Whereupon We Pontificate About Poor Media Outlet Choices

LOL DIDNT READ DOT JPG

Just explode the media

NYTimes is trash

What kind of explosives should I use?

Ezra Klein gonna have him on the pod to dig into this incredible theory

Peggy Noonan has thoughts.

I wrote last week of where I think we’re going, and why: a very good night for Republicans, with both houses of Congress won and some surprising governorships taken. The wave we are in has been building since the spring and summer of 2020 and the protests and riots sparked by the killing of George Floyd. That period has never been fully appreciated as the time of trauma and disorder it was, with small businesses going up in flames and some downtowns turning into war zones. It was just about that point the Democratic Party made it obvious they’d gone far left on issues of crime and punishment. Then Afghanistan, illegal immigration, inflation and wokeness in the schools. Those things would leave voters turning against a ruling party, and taking from it some of its power.

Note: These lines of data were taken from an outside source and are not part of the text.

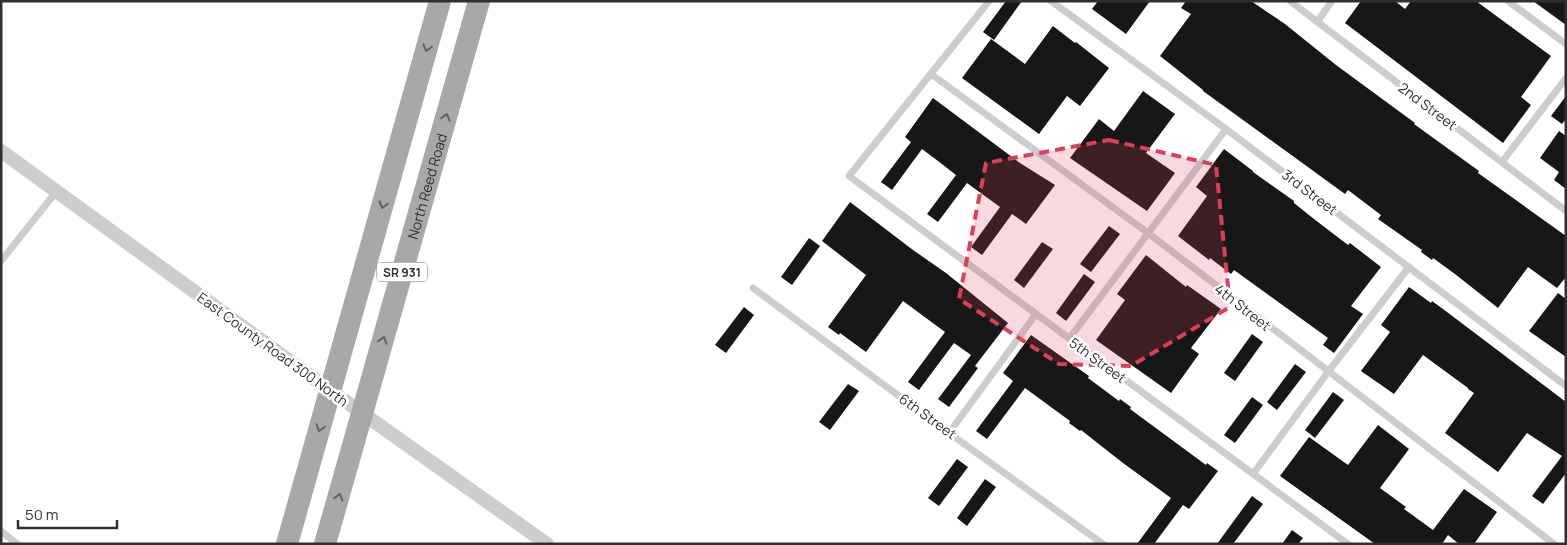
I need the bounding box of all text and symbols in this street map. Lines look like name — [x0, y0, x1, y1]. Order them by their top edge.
one-way arrow — [423, 44, 433, 52]
street label: 2nd Street — [1395, 78, 1461, 134]
one-way arrow — [440, 112, 451, 121]
street label: North Reed Road — [402, 131, 451, 241]
street label: 3rd Street — [1278, 165, 1342, 219]
one-way arrow — [379, 200, 389, 208]
road number: SR 931 — [377, 262, 427, 282]
street label: 4th Street — [1211, 279, 1275, 335]
street label: East County Road 300 North — [194, 288, 352, 410]
street label: 5th Street — [1066, 333, 1131, 387]
one-way arrow — [377, 337, 387, 345]
street label: 6th Street — [896, 389, 961, 443]
one-way arrow — [315, 424, 326, 433]
one-way arrow — [333, 493, 343, 501]
scale bar — [18, 498, 116, 530]
text: 50 m — [25, 504, 59, 525]

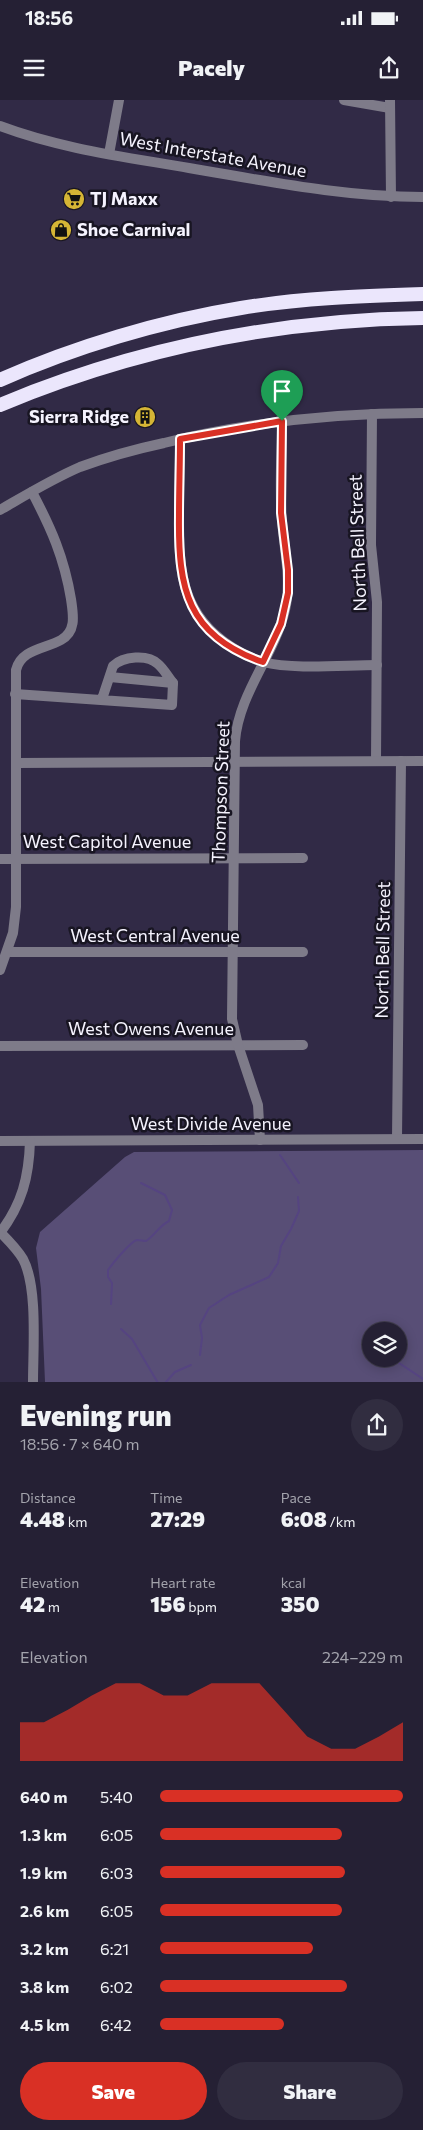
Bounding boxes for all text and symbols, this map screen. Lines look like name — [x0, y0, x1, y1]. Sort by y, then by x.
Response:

https://twitter.com/ajc/status/1588561739645345793?s=46&t=Zgk0ABrVUiDdZGttYUKsjA

9 Likes

I just blew milk out my nose.

A claim of faith means nothing. No benefit of the doubt

And it’s all bullshit anyhow

That’s the most NYT Pitchbot-like one I’ve seen, A+

7 Likes

https://twitter.com/Sharkfinhat/status/1588569696903008258

4 Likes

BREAKING NEWS:

https://twitter.com/wsj/status/1589026034481086465?s=46&t=i0yw1E94T_SnTOrEf-5dUQ

2 Likes

Funny, my daughter’s friend got a 1500 on her SATs and is going to retake them to try to get a 1600. I told her she was crazy.

https://twitter.com/akbarjenkins/status/1588935525893046273

2 Likes

Didn’t read yet, but 1550 ain’t that special.

Looks like she knows what’s up.

I now remember that I’ve read this before. Upon reading again she was ranked 23rd in her graduating class. Yeah, that means no shot.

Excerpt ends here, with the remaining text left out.